Work order: Extract the run of lines that starts at the top of the records below and ends at the line with "--surface:#fff; --page:#f6f6f7; --text:#1f2937;", keeping both ends and excluding pictures.

Stored data:
=-=-=
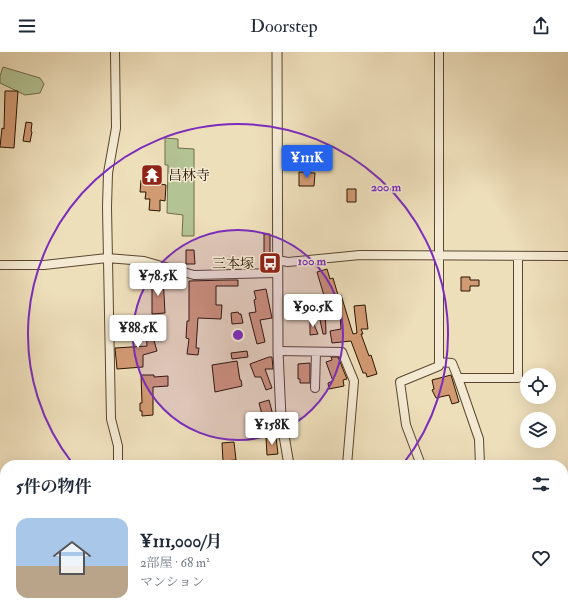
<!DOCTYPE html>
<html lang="ja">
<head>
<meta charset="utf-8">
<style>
  :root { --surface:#fff; --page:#f6f6f7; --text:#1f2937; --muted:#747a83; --line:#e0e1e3; --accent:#2563eb }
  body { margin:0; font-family:"IM FELL Double Pica","Noto Serif JP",serif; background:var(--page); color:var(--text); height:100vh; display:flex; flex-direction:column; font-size:15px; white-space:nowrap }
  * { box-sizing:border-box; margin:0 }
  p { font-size:13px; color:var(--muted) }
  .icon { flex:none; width:22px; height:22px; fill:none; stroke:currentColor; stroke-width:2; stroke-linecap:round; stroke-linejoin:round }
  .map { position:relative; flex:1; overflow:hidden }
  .drawer { position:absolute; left:0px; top:408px; width:568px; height:156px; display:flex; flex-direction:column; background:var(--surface); border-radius:16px 16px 0 0; box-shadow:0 4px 16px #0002 }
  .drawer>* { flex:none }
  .tools { position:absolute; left:520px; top:316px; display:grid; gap:8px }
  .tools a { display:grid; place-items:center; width:36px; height:36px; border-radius:50%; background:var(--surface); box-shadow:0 4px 16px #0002; font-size:20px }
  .price { position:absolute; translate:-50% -34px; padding:0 9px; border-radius:4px; background:#fff; color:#222; font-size:13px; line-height:26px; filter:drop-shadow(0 1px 2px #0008) }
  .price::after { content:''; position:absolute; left:50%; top:24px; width:12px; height:9px; margin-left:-6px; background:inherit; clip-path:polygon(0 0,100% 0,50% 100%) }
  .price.on { background:var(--accent); color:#fff }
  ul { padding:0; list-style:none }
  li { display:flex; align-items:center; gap:12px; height:100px; padding:0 16px }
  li+li { border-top:1px solid var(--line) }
  li span { display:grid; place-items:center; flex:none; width:112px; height:80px; border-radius:12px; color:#555 }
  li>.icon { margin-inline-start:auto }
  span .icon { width:48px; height:48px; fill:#fffc; stroke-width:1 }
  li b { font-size:17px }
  h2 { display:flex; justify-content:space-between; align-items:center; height:48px; padding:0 16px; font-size:17px }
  header { display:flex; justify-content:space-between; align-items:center; height:52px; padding:0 16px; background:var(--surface); font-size:18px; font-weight:600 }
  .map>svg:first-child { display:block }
</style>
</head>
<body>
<header><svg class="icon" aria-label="menu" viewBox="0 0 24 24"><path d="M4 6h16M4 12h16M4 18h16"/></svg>Doorstep<svg class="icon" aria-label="share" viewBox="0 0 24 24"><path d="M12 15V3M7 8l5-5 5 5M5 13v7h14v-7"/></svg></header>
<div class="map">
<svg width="568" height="564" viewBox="0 0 568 564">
  <rect width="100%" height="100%" fill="#eedfbb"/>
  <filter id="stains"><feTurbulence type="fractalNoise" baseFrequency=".005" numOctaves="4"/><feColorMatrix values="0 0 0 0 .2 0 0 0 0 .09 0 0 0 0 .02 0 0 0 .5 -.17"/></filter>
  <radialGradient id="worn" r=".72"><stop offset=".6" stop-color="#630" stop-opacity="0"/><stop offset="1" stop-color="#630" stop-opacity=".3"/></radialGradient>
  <path fill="#b4c394" stroke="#6e6c4a" d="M3 15 40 26 44 32 40 41 25 43 0 31V24Z
    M165 86 178 87V96L194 97V184H182L183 163 167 161 168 113H165Z"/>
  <path fill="#d29a73" stroke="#291400" d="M5 39H18L14 96 0 95 2 76 4 77Z
    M26 70 32 71 31 79 32 80 30 90 23 89Z
    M145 114 161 116V132L166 133 165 149 160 148V159L149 158 150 147H145L146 140H140L141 128H142L143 120H145Z
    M299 120 315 121 314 134H299Z
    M347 137H356V150H347Z
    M264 182H270V205H264Z
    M186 198H194L195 212H186Z
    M327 217 330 227 333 226 338 243H341L353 282 357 281 354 254 365 253 368 277H361L363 282H361L369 304 371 303 377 322 367 325 366 321H363L351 289 332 291 330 279 341 277 340 264H341L339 250 325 254 326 282H323L316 249 325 247 317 220Z
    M145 223V233H131V224Z
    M158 225H163L165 261 152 262V229H157Z
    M461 225H470V228H479V234H470V239H461Z
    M227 228H238V234H216V253H222L221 267 198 266 196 296H199L198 303 187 302 189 287 186 286 187 269H189V229Z
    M266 237 272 266 260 268 265 290 257 292 249 261 256 260 254 248 256 247 254 239Z
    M238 260 239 262H241L243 271 232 272 231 261Z
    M310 263 318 282 310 283Z
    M151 266V274L161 273V285H153L157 299 143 303V315L117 317 115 296 147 294 145 267Z
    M247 299 248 305 232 307 231 301Z
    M269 305H272L273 317H265L272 336 266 338 261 325H255L250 312Z
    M331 305H338L347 327 343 328 344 334 329 337 328 331 333 329 326 310 332 308Z
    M237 309 240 328H241L242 334 215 340 212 313Z
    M310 311V331H300V327H298V312Z
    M141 323H154V325L168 324V334L153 335V363L142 364V359H140V351H142Z
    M451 323 459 350 452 352 449 343 436 346 432 338 434 337 432 328Z
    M269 348 275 371 265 374 259 351Z
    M276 385 278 402 267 403 266 386Z
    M234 390 236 408 223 409 222 391Z"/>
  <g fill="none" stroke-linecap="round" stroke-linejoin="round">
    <g stroke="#5a472f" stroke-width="10">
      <path id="minor" d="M115 0 116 76 108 121 107 155 111 367 118 394V413
        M277 208 288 210 360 203 568 204
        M0 213H44L107 206 144 209 194 223 277 221
        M278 299 342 300 354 329 347 413
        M439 310 452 311 458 326
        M315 336 316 300
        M421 413 406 373 400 330 439 314V0
        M480 413 479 387 458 326H518V204
        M0 505H5
        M283 559V564
        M356 559V564
        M117 564V559
        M439 564V559"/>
    </g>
    <g stroke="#5a472f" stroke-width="11">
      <path id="tertiary" d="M277 0 278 299 281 366 289 413
        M563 466 568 467"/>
    </g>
    <use href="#minor" stroke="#f4ead3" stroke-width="8"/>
    <use href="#tertiary" stroke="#f4ead3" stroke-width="9"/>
  </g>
  <circle cx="238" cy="283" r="105" fill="#7b2cbf" fill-opacity=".12"/>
  <g fill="none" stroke="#7b2cbf" stroke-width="2">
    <circle cx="238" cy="283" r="105"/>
    <path d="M73 412A210 210 0 1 1 403 412"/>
  </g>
  <defs>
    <g id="temple-square" transform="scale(1.15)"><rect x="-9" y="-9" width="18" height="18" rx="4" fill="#8f2418" stroke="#f4ead3"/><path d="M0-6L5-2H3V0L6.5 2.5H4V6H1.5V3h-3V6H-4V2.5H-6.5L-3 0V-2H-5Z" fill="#fff"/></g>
    <g id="bus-square" transform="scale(1.15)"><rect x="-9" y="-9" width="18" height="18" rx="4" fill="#8f2418" stroke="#f4ead3"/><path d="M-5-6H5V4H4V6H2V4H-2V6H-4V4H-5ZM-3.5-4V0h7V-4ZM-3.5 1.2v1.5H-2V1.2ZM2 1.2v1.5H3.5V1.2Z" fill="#fff"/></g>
  </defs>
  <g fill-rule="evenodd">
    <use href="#temple-square" x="152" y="123"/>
    <use href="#bus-square" x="270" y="211"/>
  </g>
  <g text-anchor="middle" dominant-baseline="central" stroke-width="3" stroke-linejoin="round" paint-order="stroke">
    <g font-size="14" fill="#291400" stroke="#f4ead3" text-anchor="start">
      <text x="168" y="123">昌林寺</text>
      <text x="254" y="211" text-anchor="end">三本塚</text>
    </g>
  </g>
  <circle cx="238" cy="283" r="6" fill="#7b2cbf" stroke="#f4ead3" stroke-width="2"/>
  <g font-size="12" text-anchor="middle" font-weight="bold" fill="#7b2cbf" stroke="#f4ead3" stroke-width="3" stroke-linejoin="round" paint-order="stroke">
    <text x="386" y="139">200 m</text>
    <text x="312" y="213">100 m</text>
  </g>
  <rect width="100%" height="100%" filter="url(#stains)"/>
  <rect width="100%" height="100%" fill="url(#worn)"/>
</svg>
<div class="tools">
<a><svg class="icon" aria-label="locate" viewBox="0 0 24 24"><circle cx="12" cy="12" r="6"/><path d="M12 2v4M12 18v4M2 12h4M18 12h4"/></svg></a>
<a><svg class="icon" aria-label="layers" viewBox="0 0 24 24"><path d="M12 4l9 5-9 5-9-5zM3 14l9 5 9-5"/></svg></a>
</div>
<b class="price on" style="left:307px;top:127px">¥111K</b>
<b class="price" style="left:158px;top:245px">¥78.5K</b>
<b class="price" style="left:313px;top:276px">¥90.5K</b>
<b class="price" style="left:138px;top:297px">¥88.5K</b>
<b class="price" style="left:272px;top:394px">¥158K</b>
<section class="drawer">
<h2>5件の物件<svg class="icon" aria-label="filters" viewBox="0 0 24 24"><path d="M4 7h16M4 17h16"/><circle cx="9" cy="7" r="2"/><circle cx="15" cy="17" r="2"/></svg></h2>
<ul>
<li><span style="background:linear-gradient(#a9c7e8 60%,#b9a48a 0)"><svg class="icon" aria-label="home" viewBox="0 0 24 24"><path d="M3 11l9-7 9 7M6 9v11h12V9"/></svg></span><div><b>¥111,000/月</b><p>2部屋 · 68 m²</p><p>マンション</p></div><svg class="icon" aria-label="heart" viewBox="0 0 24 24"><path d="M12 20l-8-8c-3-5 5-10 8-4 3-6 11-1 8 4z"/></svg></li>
</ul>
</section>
</div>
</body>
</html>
=-=-=
Output below:
<!DOCTYPE html>
<html lang="ja">
<head>
<meta charset="utf-8">
<style>
  :root { --surface:#fff; --page:#f6f6f7; --text:#1f2937; --muted:#747a83; --line:#e0e1e3; --accent:#2563eb }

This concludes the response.